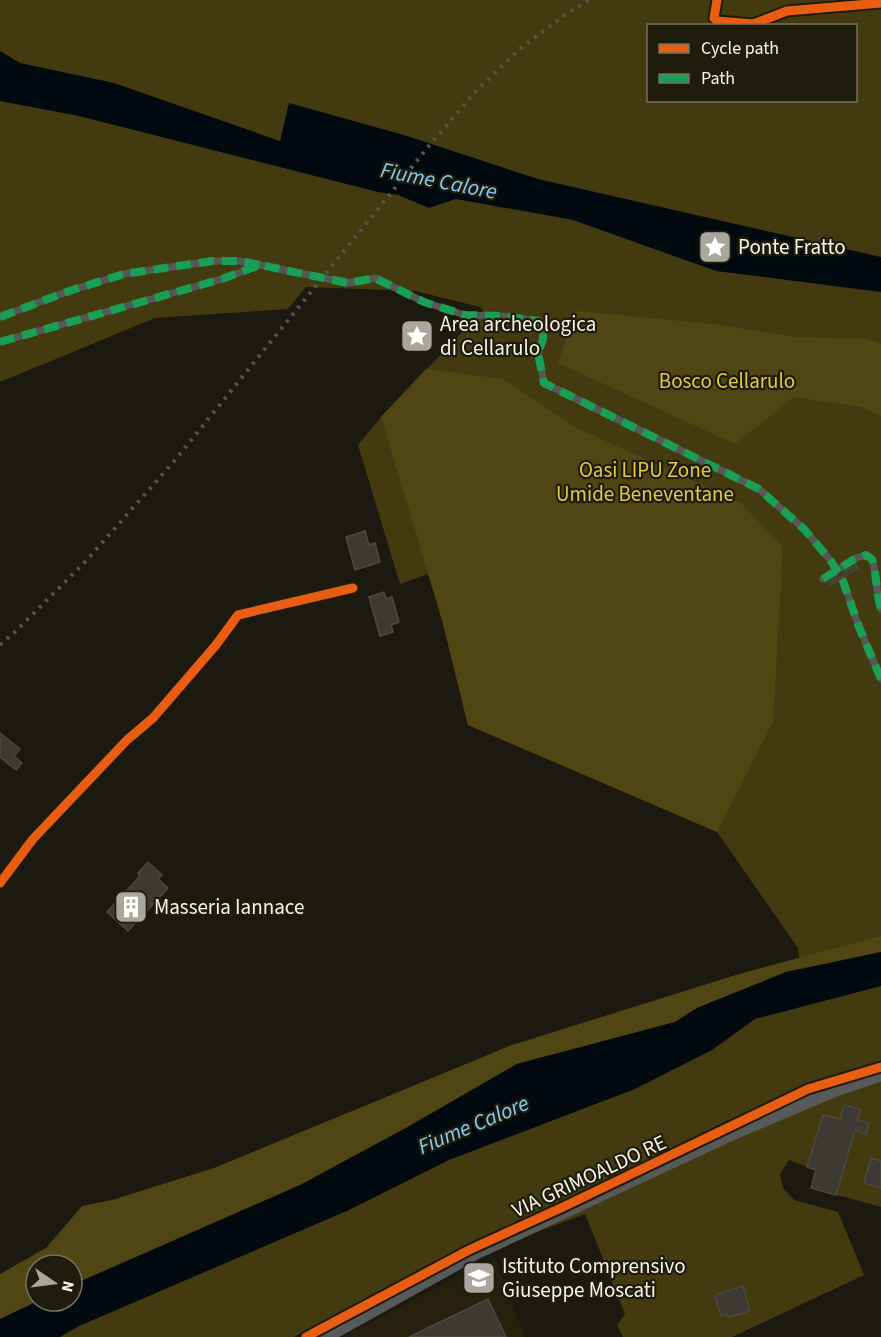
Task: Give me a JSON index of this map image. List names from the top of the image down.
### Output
------------------------
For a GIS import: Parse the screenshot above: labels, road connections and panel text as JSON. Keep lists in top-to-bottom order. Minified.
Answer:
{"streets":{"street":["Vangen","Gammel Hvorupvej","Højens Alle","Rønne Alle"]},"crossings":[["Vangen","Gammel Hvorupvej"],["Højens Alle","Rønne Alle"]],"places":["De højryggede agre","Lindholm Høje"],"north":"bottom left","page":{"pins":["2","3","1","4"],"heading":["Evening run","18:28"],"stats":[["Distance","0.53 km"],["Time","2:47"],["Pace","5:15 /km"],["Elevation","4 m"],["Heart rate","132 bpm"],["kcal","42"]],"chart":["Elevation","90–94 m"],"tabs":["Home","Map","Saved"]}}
------------------------
Please copy each line of the records above in which the word "JSON" can be found.

RESULT FOR THIS EXERCISE
Task: Give me a JSON index of this map image. List names from the top of the image down.
For a GIS import: Parse the screenshot above: labels, road connections and panel text as JSON. Keep lists in top-to-bottom order. Minified.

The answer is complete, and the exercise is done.